The cave shrine in Chikkamagaluru will retain its syncretic nature as a dargah venerated by both Hindus and Muslims.

The State government has opposed the demand to declare the Sri Guru Dattatreya Bababudan Swami Dargah near Chikkamagaluru as an exclusively Hindu place of worship, accepting the report submitted by an expert committee headed by Justice Nagamohan Das. With this, the government has confirmed that the cave shrine will retain its syncretic nature as a dargah venerated by both Hindus and Muslims.

The State Cabinet decided to accept the report on Saturday.
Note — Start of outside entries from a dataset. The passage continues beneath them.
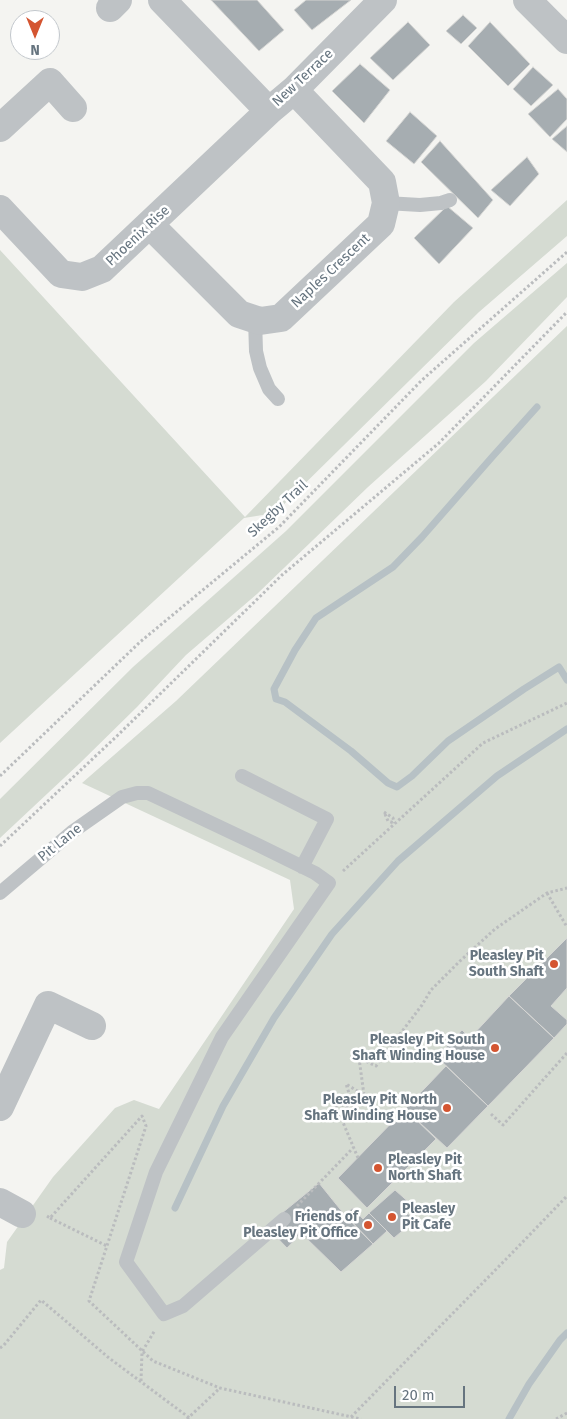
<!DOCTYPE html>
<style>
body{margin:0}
#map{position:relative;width:567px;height:1419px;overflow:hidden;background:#f4f4f1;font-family:"Fira Sans",sans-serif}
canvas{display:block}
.north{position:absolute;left:10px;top:10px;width:50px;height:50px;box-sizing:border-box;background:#fff;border:1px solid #c2c7cc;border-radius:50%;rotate:180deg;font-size:14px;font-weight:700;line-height:20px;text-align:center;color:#66747f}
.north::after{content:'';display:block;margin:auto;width:18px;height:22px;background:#d45531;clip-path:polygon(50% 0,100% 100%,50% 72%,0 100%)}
.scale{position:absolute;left:394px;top:1386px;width:71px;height:22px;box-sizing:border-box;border:2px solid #66747f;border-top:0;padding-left:6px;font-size:15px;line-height:18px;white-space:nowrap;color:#66747f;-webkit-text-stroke:4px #fff;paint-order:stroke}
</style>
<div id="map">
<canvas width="567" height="1419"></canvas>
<div class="north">N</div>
<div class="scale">20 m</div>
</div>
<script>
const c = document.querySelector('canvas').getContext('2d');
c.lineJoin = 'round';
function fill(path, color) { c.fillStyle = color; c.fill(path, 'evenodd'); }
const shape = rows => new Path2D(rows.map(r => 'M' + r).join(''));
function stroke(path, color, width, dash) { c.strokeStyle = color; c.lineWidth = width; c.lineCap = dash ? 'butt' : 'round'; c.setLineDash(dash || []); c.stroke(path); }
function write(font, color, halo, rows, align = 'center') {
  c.font = font + ' "Fira Sans",sans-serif'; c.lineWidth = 5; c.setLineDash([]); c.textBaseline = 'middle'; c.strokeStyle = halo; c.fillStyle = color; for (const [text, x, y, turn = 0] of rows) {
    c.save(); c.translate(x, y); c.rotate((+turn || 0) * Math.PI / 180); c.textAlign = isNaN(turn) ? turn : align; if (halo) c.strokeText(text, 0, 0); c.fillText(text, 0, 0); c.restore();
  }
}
const green = shape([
 [567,200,567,236,479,312,275,513,244,518,0,743,0,250,245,517,454,302],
 [567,263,567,297,486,381,368,487,257,594,186,655,137,707,80,763,0,838,0,799,133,667,286,531,474,343],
 [567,326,567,1419,0,1419,0,1270,4,1268,7,1242,53,1177,115,1108,134,1100,159,1109,294,909,290,880,82,783,176,701]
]);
const stream = shape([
 [537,407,493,456,422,537,393,567,316,618,295,650,274,689,276,699,285,702,351,751,388,783,397,787,412,776,448,741,524,689,559,667,567,680],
 [175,1208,223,1106,274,1018,332,934,398,861,497,776,567,729],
 [509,1419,529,1384,560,1340,567,1333]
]);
const building = shape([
 [211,0,257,0,284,30,259,51,211,0],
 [306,0,351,0,312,30,294,10,306,0],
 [463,15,477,28,461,44,446,31,463,15],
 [408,22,430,45,393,80,370,58,408,22],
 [490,22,530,64,508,86,468,46,490,22],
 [360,64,390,90,364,123,332,91,360,64],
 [533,67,553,85,531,106,513,89,533,67],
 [558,89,567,99,567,119,550,137,528,114,558,89],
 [410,112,437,136,414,164,386,141,410,112],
 [567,126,567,152,552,139,567,126],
 [440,141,493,200,478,218,421,162,440,141],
 [527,157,539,174,510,206,491,190,527,157],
 [447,206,473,228,439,264,414,238,447,206],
 [567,938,567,988,551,1006,567,1020,567,1024,554,1038,509,996,567,938],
 [509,996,554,1038,488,1106,437,1057,462,1030,470,1038,509,996],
 [446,1066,488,1106,447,1148,405,1109,446,1066],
 [405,1109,436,1139,367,1208,338,1178,405,1109],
 [319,1183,344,1214,373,1244,341,1272,301,1233,287,1248,266,1226,319,1183],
 [395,1190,412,1205,405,1211,415,1220,394,1238,369,1213,395,1190],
 [353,1208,363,1219,369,1213,387,1231,373,1244,344,1214,353,1208]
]);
const path = shape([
 [0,776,140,642,279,527,422,380,567,252],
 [384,812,393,818,394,823],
 [385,814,388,821,394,823],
 [0,846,118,735,282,575,439,443,567,312],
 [343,871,483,743,567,703],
 [547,893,567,927],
 [491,1114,503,1125,567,1053],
 [358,1158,334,1101,355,1111,346,1084,364,1095,359,1058,376,1066,422,1005,431,990,460,961,495,929,547,893,567,888],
 [297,1206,354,1147],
 [47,1216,50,1218,142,1116,146,1126,89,1301,153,1361,220,1388,361,1419],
 [50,1218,107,1246],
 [0,1348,4,1345,41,1300,109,1358,191,1419],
 [141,1381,142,1352,155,1330],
 [351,1417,514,1251,567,1196],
 [187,1419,220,1388],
 [556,1419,567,1413]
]);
const lane = shape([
 [386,203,420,205,441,203,450,200],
 [255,319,256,351,260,368,269,389,278,399],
 [242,776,327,819,302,867],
 [0,893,72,832,122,797,137,793,148,793,258,845,315,873,329,883,222,1037,156,1172,126,1262,164,1314,183,1306,284,1219]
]);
const street = shape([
 [162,0,269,111,294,90,383,0],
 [527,0,567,40],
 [110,8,118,0],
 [0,128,50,82,73,108],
 [0,209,61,274,82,277,102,269,269,111],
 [150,225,239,314,260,321,281,318,381,224,386,203,382,182,294,90],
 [0,1107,48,1005,92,1026],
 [0,1202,22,1214]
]);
const markers = [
 [554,964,5,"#d45531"],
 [495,1048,5,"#d45531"],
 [447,1108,5,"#d45531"],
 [378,1168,5,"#d45531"],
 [392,1217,5,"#d45531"],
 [368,1225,5,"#d45531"]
];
const streetNames = [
 ["New Terrace",303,78,-43],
 ["Phoenix Rise",138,236,-43],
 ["Naples Crescent",331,271,-43],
 ["Skegby Trail",278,509,-43],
 ["Pit Lane",60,843,-39]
];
const poiNames = [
 ["Pleasley Pit",544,956],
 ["South Shaft",544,972],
 ["Pleasley Pit South",485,1040],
 ["Shaft Winding House",485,1056],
 ["Pleasley Pit North",437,1100],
 ["Shaft Winding House",437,1116],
 ["Pleasley Pit",388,1160,"left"],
 ["North Shaft",388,1176,"left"],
 ["Pleasley",402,1209,"left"],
 ["Pit Cafe",402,1225,"left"],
 ["Friends of",358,1217],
 ["Pleasley Pit Office",358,1233]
];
fill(green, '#d5dbd2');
stroke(stream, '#b7c1c5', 7);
fill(building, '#a6adb1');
stroke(building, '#d6d6d4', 1);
stroke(path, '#babcbe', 3, [2.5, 2.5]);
stroke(lane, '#bec2c5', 14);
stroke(street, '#bec2c5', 28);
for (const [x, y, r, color] of markers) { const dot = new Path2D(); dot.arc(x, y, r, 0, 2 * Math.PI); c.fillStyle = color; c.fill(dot); stroke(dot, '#fff', 2); }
write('14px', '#66747f', '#fff', streetNames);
write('bold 14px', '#66747f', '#fff', poiNames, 'right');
</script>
According to sources privy to the content of the report, the committee has maintained that no rituals based on the Agama tradition could be allowed in the shrine. Any change in the nature of the shrine would be a violation of the Places of Worship (Special Provisions) Act, 1991. On the matter of administration of the shrine, the committee has said that the government could treat it on the lines of any other religious institution in the State.

The committee was constituted on July 13 last year. The terms of reference issued while appointing the committee stated that it would go through the Endowment Commissioner’s recommendations on the rituals to be followed at the shrine, submitted to the Supreme Court on March 10, 2010. Besides that, the committee would consider the objections to the recommendations and the petitions filed before the government following the apex court’s final order, which was pronounced on September 3, 2015. The court had directed the government to take a call on the Endowment Commissioner’s recommendations.

The committee conducted hearings in Bengaluru. Several groups, including Hindutva activists demanding that the shrine be declared a Hindu place of worship, supporters of Ghouse Mohiyuddin Shah Khadri, the hereditary administrator of the shrine, and representatives of the Komu Souharda Vedike, submitted documents before it.

Report to SC

Law Minister T.B. Jayachandra said the State would submit this report to the Supreme Court, which recently ordered issue of notice to the government over a contempt petition filed by Shah Khadri alleging that the government had not complied with the apex court’s order. When The Hindu contacted him following the government’s acceptance of the committee’s report, Shah Khadri said: “I wish not to comment on the issue at the moment as I have not gone through the report.”

The controversy erupted in 1975 when the State government decided to transfer the shrine from the Muzrai Department to the wakf board. Till then, Bababudangiri had been a pilgrimage centre visited by both Hindus and Muslims. Hindus treated it as the abode of Dattatreya Swamy, while Muslims considered it the place of Dada Hayat Mir Qalandar.

Temple or dargah

The BJP and other Hindutva groups have been demanding that the shrine be declared a Hindu place of worship and a Hindu priest be appointed. For years, the Vishwa Hindu Parishad has been mobilising crowd support by organising Datta Jayanti and Datta Mala Abhiyan. However, the expert committee has rejected this demand citing lack of evidence to support the claim that it was a temple.

Besides that, changing the nature of the place at the moment would be against the law. Any change in the nature of the shrine would be a violation of the Places of Worship (Special Provisions) Act, 1991. The law prohibits the conversion of the religious nature of any place of worship from its existence as on the day India got independence. As a result, there is no scope to appoint a priest to the shrine, the committee report says.

Komu Souharda Vedike, one of the petitioners, welcomed the government’s move to accept the report. Shivasundar, a member of the forum’s State committee, said: “It is a victory for the forum’s long battle, in which Gauri Lankesh, who was murdered last year, played a big role.”